Charles Marowitz's "The Coronation of Harold Pinter" is more than passionate reading. As personal testimony of conversations with Pinter and the role of Encore Magazine, it's an important document in the history of English speaking theatre. However, one issue raised is left up in the air. Marowitz suggests that Pinter's tardy blossoming into a geopolitical sage has something to do with the proper function of "literature." The writer supposedly "extrapolates insights" into "ordinary people" on to the larger stage of world events.

But this passage from visionary personal experience to the realities of international relations is a very uncertain operation. It didn't work for great writers like Louis-Ferdinand Céline and Ezra Pound, for instance. Sartre's plumbing of Antoine Roquentin's soul doesn't mean that his writing on Maoist China isn't any less embarrassing to read today. Neither does the process succeed for pop stars instructing us on Africa, or Hollywood celebrities who have found a panacea for Tibet.

Generally we approve such opinions when they agree with our own views. Thus we applaud Pinter's attacks on the Bush administration -- who wouldn't? But his blanket anti-Americanism can sound like a barroom rant -- or rather like a Colonel Blimpish voice from the saloon bar of a classier public house. (Are our two English speaking societies really that different?) The demise of the 19th century masters of the universe and their replacement by "the Yanks" has not yet stopped rankling in some byways of the British psyche. Nor has Pinter ever been completely at ease with American competition in writing and theatre.

Marowitz started his article with an incisive, not to say brilliant comparison of Pinter to Beckett. He could well have finished it by noting how the Irishman grasped the limits of the extrapolation game.

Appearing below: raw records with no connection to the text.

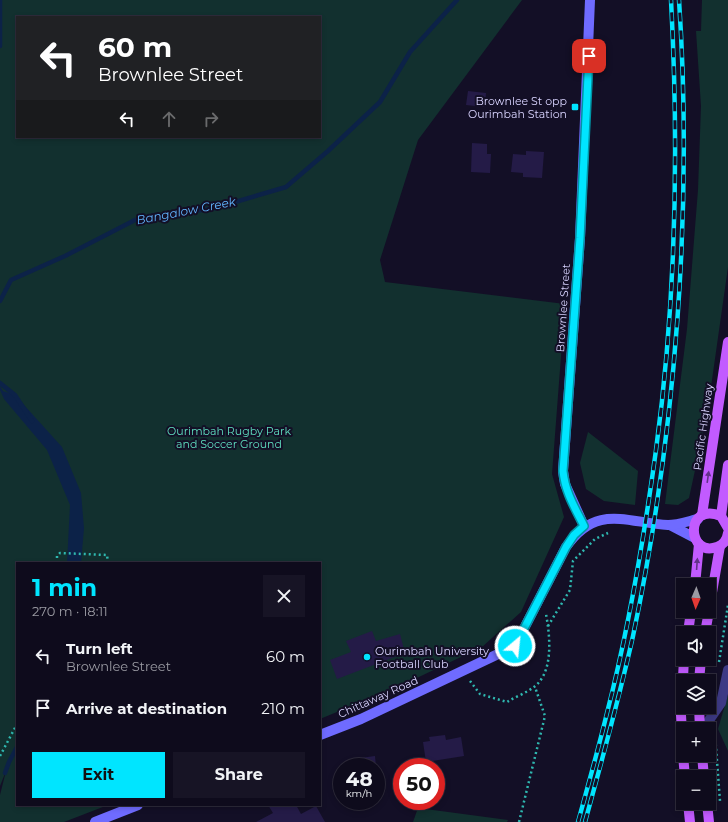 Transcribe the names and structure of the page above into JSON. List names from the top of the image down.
{
  "streets": {
    "main road": ["Brownlee Street", "Pacific Highway", "Chittaway Road"]
  },
  "crossings": [
    ["Brownlee Street", "Chittaway Road"]
  ],
  "one_way": ["Pacific Highway"],
  "water": ["Bangalow Creek"],
  "parks": ["Ourimbah Rugby Park and Soccer Ground"],
  "places": {
    "transit": ["Brownlee St opp Ourimbah Station"],
    "other": ["Ourimbah University Football Club"]
  },
  "north": "bottom",
  "page": {
    "turn": ["60 m", "Brownlee Street"],
    "heading": ["1 min", "270 m · 18:11"],
    "map_buttons": ["+", "−"],
    "list": [
      {
        "name": "Turn left",
        "note": "Brownlee Street",
        "value": "60 m"
      },
      {
        "name": "Arrive at destination",
        "value": "210 m"
      }
    ],
    "buttons": ["Exit", "Share"],
    "speed": "48 km/h",
    "limit": "50"
  }
} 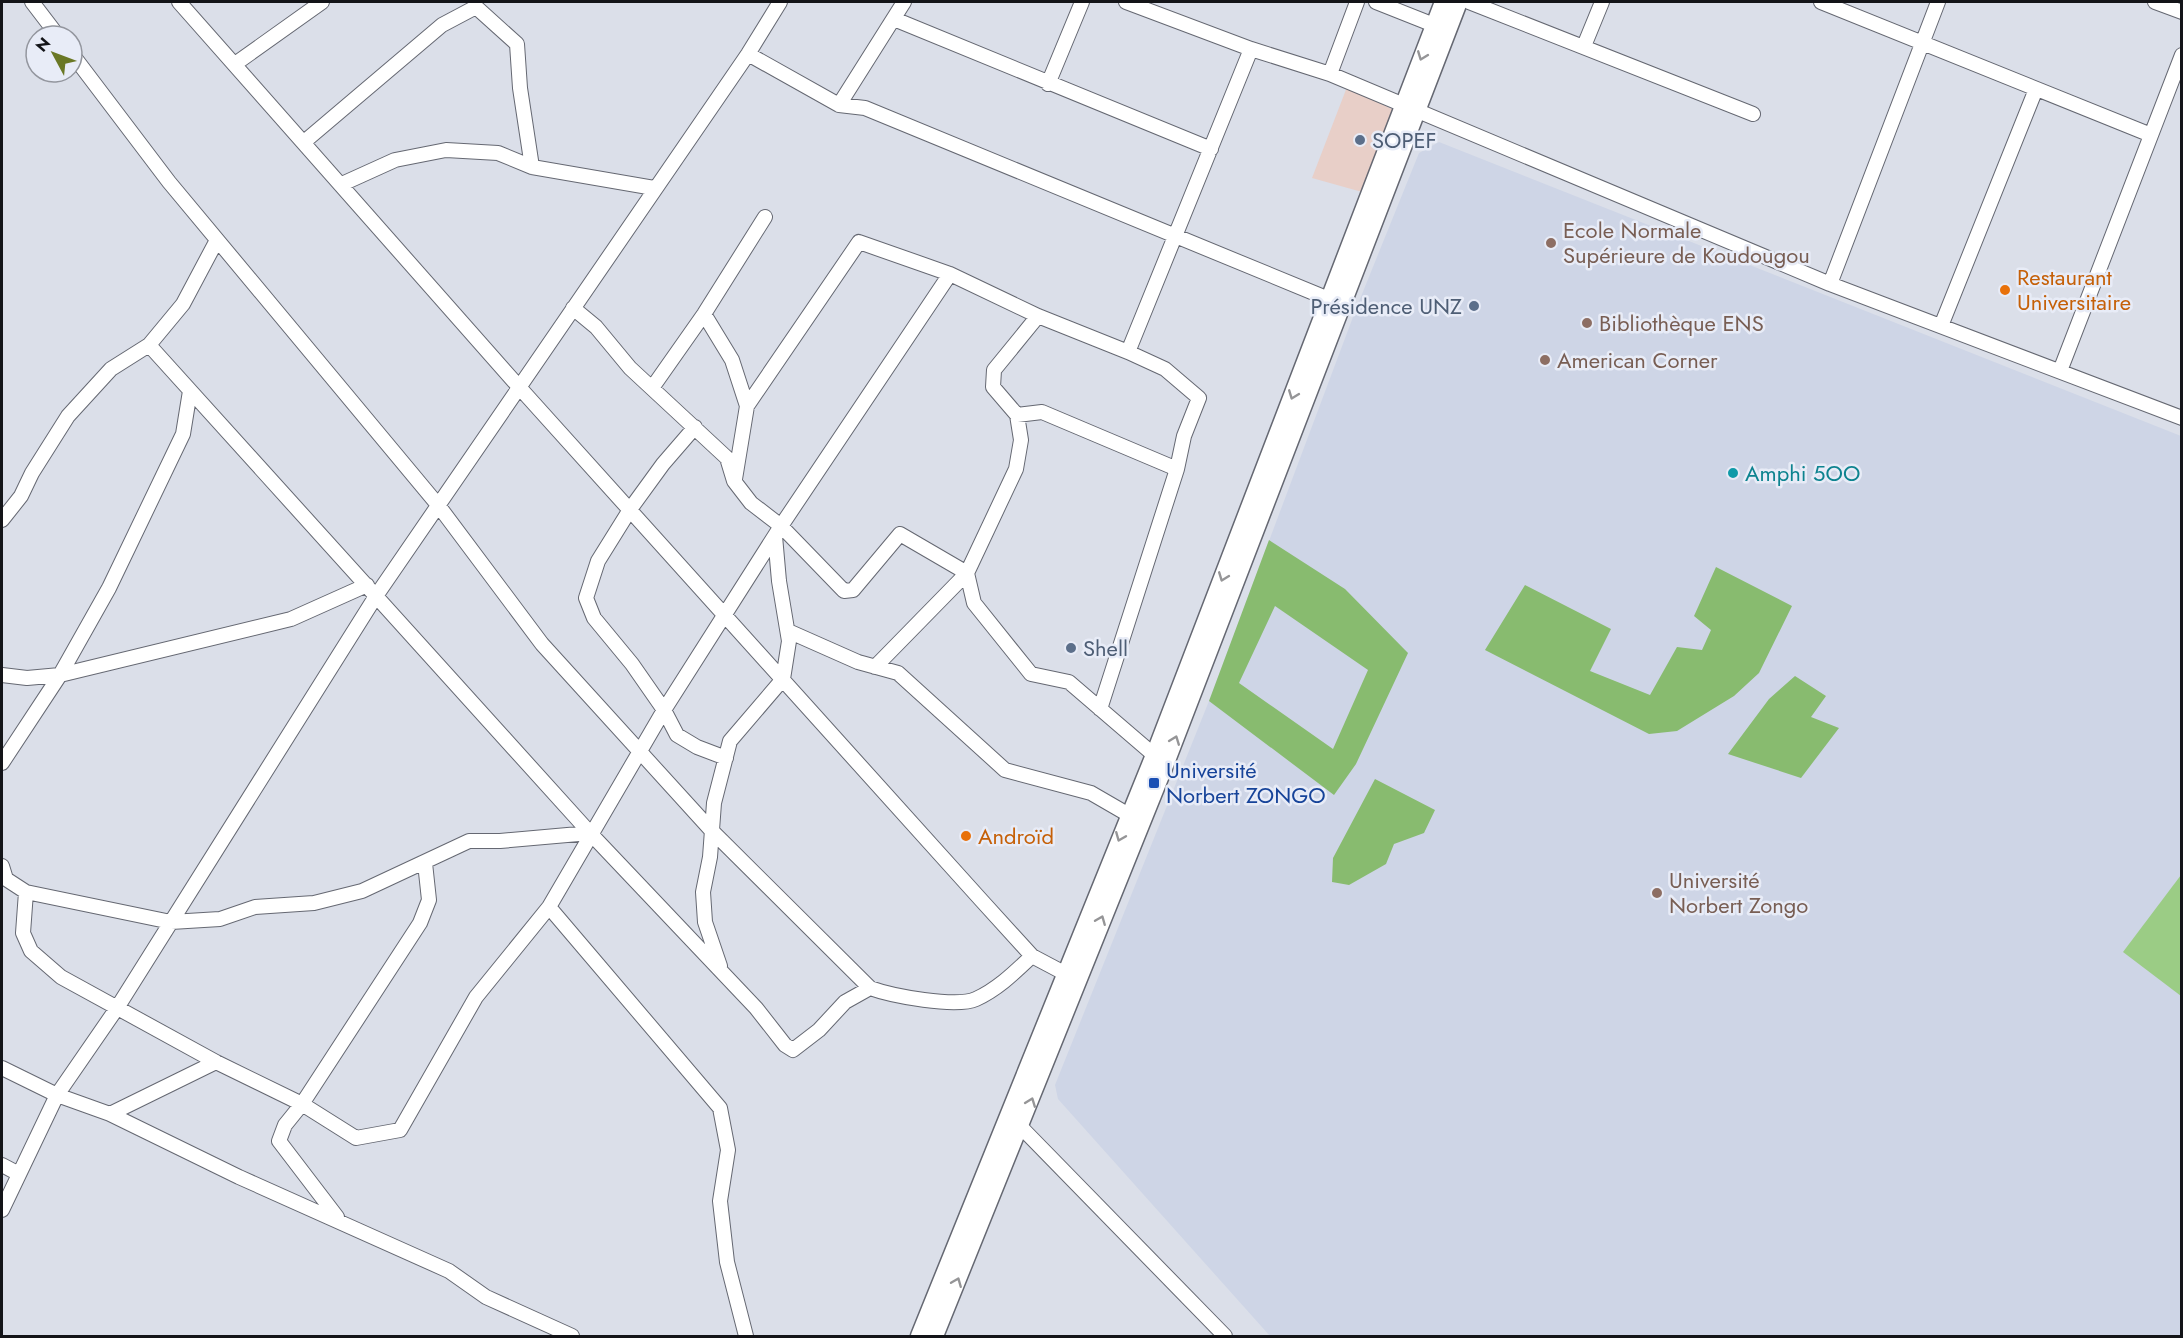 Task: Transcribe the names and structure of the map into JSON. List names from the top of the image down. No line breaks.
{"places":{"other":["SOPEF","Ecole Normale Supérieure de Koudougou","Restaurant Universitaire","Présidence UNZ","Bibliothèque ENS","American Corner","Amphi 5OO","Shell","Androïd","Université Norbert Zongo"],"transit":["Université Norbert ZONGO"]},"north":"top left"} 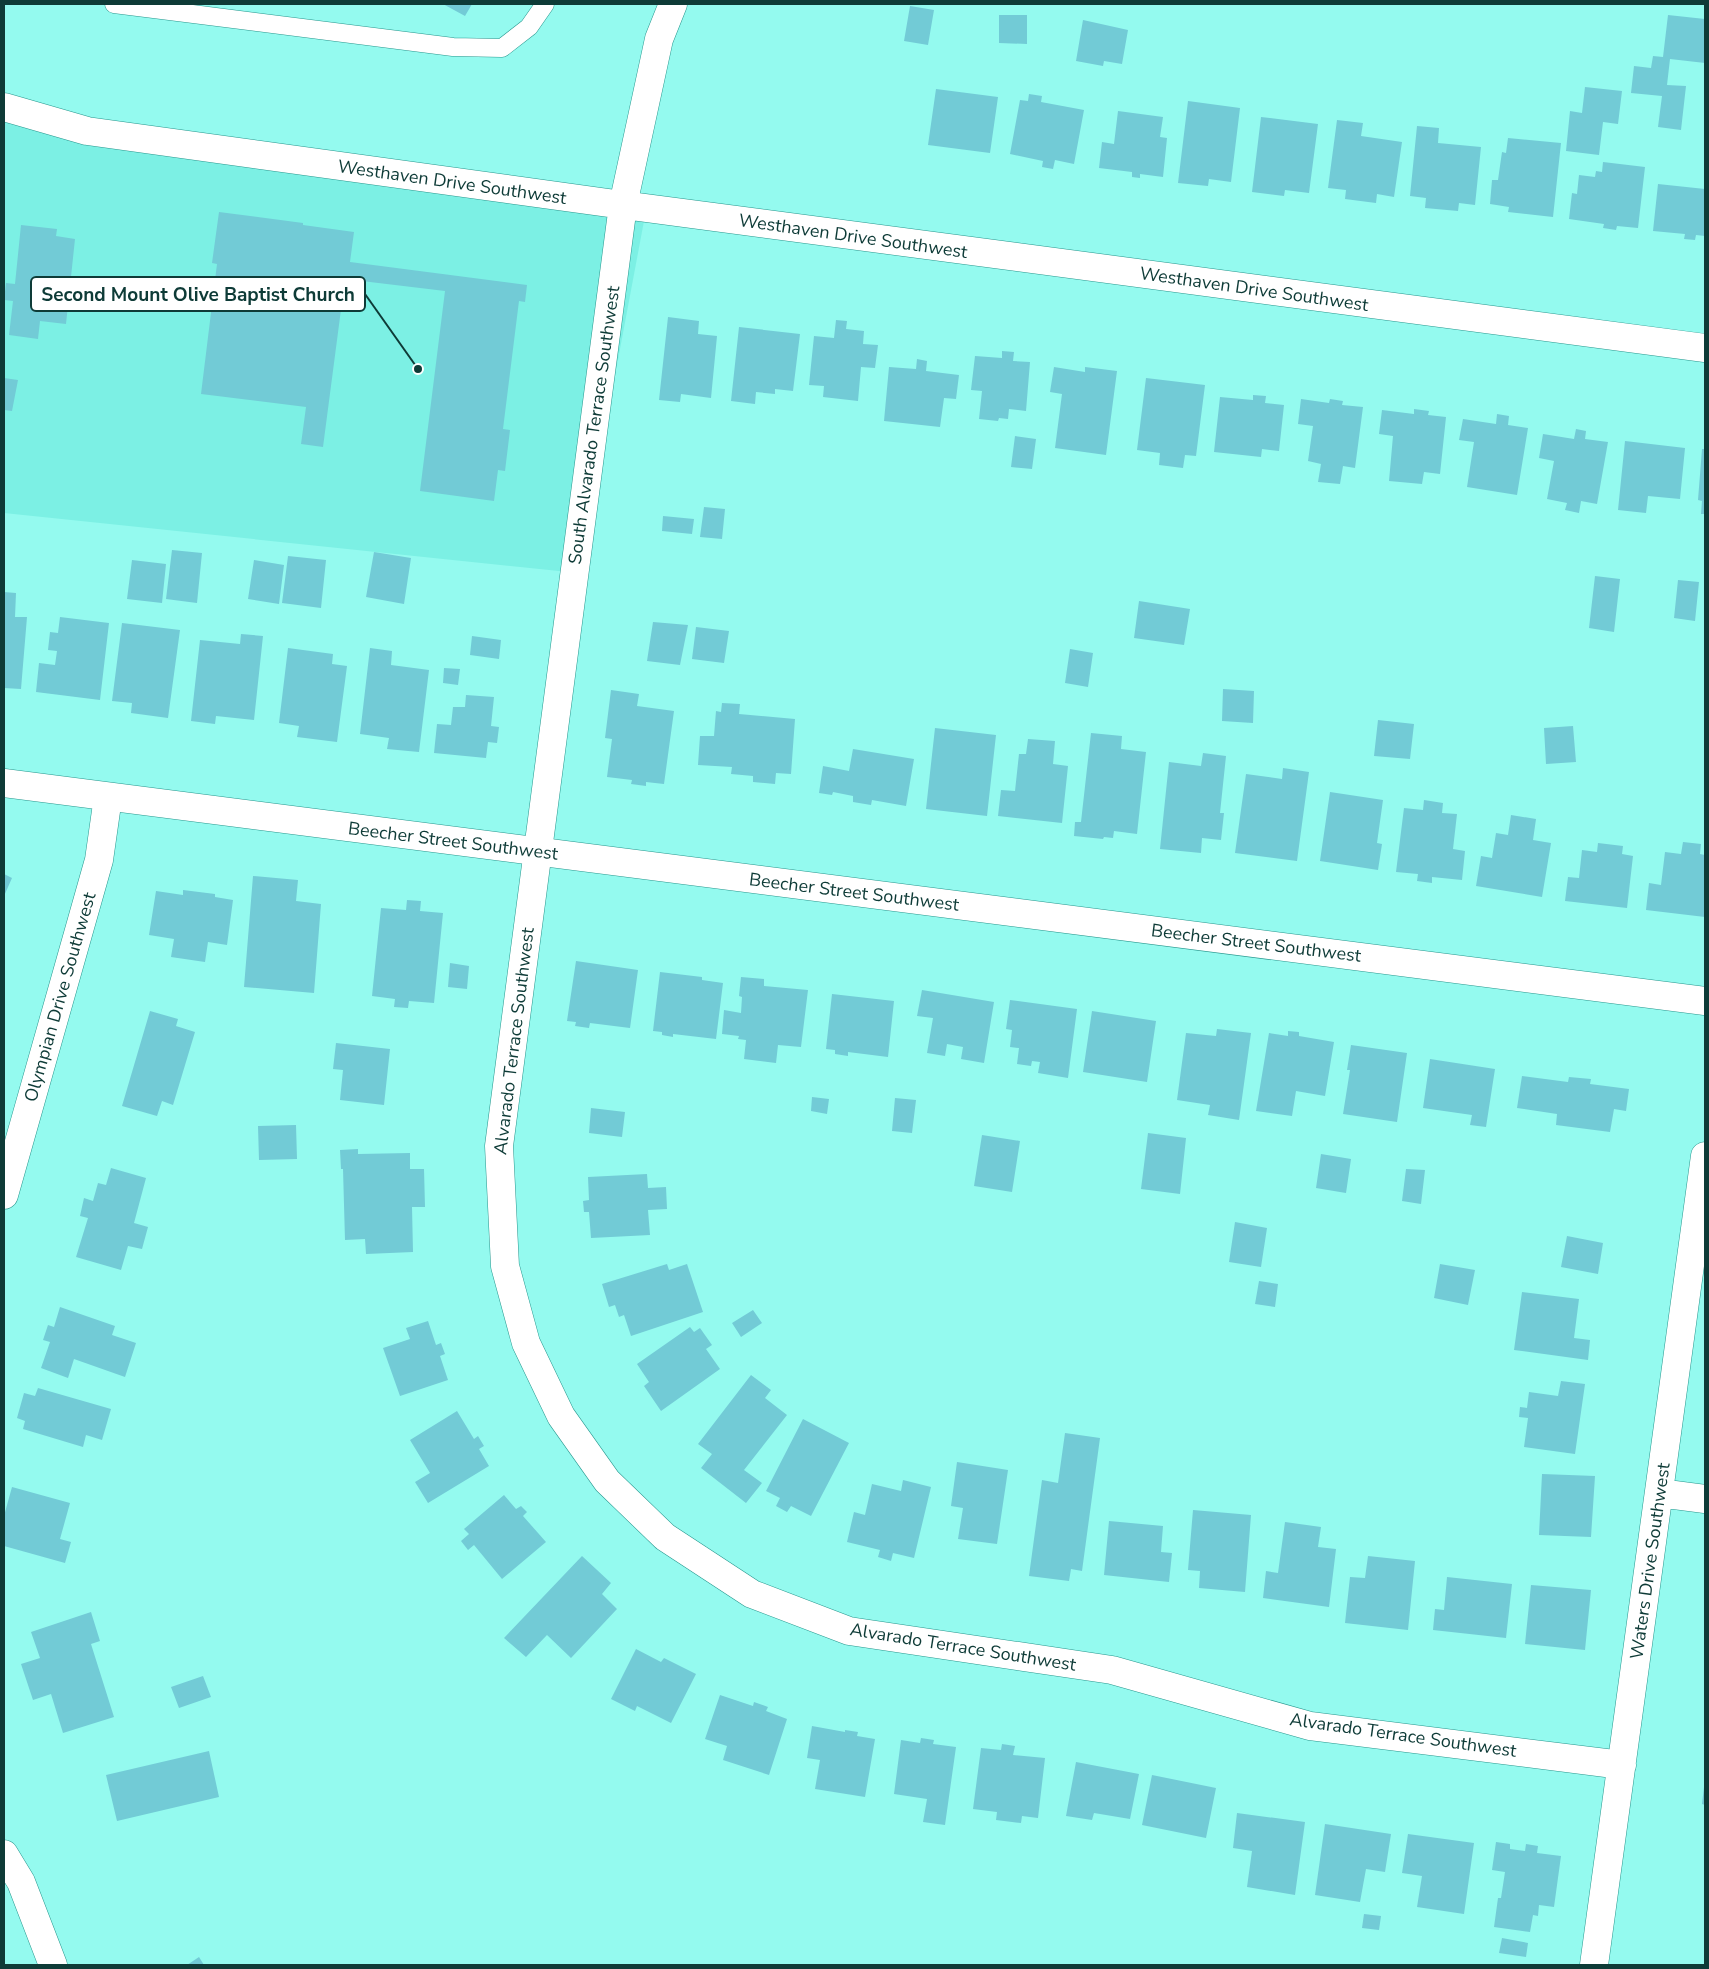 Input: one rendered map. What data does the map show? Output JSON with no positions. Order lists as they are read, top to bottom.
{
  "streets": {
    "street": [
      "Westhaven Drive Southwest",
      "South Alvarado Terrace Southwest",
      "Beecher Street Southwest",
      "Olympian Drive Southwest",
      "Alvarado Terrace Southwest",
      "Waters Drive Southwest"
    ]
  },
  "crossings": [
    ["Westhaven Drive Southwest", "South Alvarado Terrace Southwest"],
    ["South Alvarado Terrace Southwest", "Beecher Street Southwest"],
    ["South Alvarado Terrace Southwest", "Alvarado Terrace Southwest"],
    ["Beecher Street Southwest", "Olympian Drive Southwest"],
    ["Beecher Street Southwest", "Alvarado Terrace Southwest"],
    ["Alvarado Terrace Southwest", "Waters Drive Southwest"]
  ],
  "places": ["Second Mount Olive Baptist Church"]
} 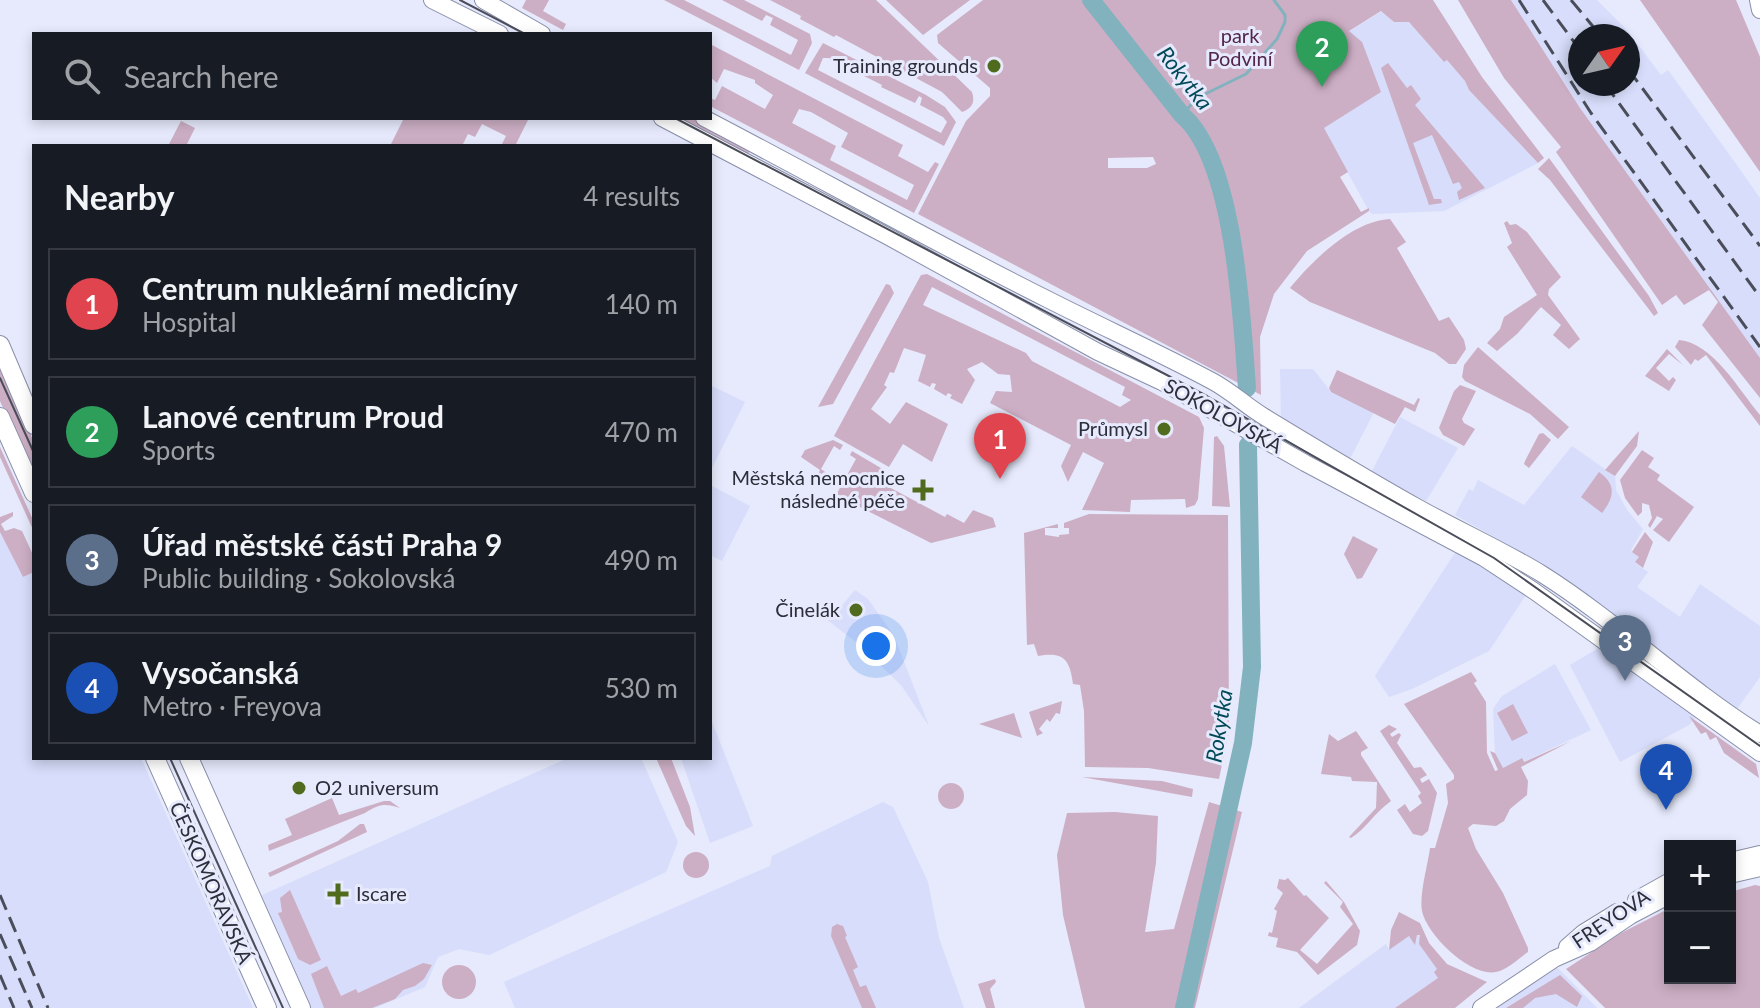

Vladimir and Estragon, Hamm and Clov, or Winnie, for all her talk, are not versed in foreign policy. Neither is Harold Pinter.

Peter Byrne
Lecce, Italy, - December 4, 2006

Charles Marowitz responds:

I thank fellow contributor Peter Byrne for his comments on my recent piece on Harold Pinter.

The assumption that artists, particularly playwrights, are in some way out of bounds when commenting on contemporary political affairs suggests a dichotomy of perception which I do not think exists. One doesn't have to be a specialist on foreign policy to recognize that the American incursion into Iraq was both misconceived and disastrous. That is as apparent to Harold Pinter as it is to Peter Byrne. And what some might characterize as "blanket anti-Americanism," "a barroom rant," or "a Colonel Blimpish voice from the saloon bar of a classier public house" others might describe as "passionate, heartfelt protest that issues from an overpowering sense of political outrage." Playwrights such as Maxim Gorky, Bertolt Brecht, Friedrich Durrenmatt, Max Frisch and, more recently, Michael Frayn (in works such as "Copenhagen" and "Democracy") have legitimately applied their political insights to their dramatic skills.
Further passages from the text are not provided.